## [ABOUT THIS EXERCISE]
Only an exact copy of the lines beginning at the one that contains "I need the bounding" and ending at the last line of the records below counts as the answer.

[Dataset entries]
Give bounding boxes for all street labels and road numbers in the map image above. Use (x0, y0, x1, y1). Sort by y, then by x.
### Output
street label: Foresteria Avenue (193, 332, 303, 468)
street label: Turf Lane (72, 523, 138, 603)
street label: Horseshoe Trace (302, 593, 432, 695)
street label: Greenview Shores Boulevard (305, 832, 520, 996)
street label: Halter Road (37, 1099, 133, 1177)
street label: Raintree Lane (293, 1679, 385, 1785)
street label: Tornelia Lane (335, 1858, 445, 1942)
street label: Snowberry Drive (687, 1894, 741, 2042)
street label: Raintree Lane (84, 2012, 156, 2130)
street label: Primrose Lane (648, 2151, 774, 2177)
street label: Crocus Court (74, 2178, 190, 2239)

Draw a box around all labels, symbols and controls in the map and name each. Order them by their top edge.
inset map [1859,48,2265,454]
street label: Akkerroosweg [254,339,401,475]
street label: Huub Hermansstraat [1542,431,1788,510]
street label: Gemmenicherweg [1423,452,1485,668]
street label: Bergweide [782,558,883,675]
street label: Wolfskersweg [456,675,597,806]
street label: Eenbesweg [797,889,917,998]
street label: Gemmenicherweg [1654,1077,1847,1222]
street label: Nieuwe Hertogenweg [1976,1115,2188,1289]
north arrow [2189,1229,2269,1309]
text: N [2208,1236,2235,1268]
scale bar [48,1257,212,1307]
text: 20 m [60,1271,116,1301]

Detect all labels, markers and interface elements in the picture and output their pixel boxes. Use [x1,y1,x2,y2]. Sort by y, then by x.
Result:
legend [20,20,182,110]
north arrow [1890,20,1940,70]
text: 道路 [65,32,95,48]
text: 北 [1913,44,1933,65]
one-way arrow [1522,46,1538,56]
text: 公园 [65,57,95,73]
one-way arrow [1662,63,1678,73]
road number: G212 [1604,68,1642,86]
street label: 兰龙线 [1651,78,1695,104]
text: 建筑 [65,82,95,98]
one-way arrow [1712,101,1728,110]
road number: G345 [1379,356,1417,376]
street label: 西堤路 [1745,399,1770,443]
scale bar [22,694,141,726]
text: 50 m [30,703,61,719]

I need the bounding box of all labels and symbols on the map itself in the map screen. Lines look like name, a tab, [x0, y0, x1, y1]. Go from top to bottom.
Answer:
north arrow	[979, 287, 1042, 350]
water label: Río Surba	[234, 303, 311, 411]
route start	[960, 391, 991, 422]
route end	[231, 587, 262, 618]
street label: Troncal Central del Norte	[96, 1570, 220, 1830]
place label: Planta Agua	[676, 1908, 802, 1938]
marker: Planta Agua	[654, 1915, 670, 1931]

## [TASK RESULT]
I need the bounding box of all labels and symbols on the map itself in the map screen. Lines look like name, a tab, [x0, y0, x1, y1]. Go from top to bottom.
Answer:
north arrow	[979, 287, 1042, 350]
water label: Río Surba	[234, 303, 311, 411]
route start	[960, 391, 991, 422]
route end	[231, 587, 262, 618]
street label: Troncal Central del Norte	[96, 1570, 220, 1830]
place label: Planta Agua	[676, 1908, 802, 1938]
marker: Planta Agua	[654, 1915, 670, 1931]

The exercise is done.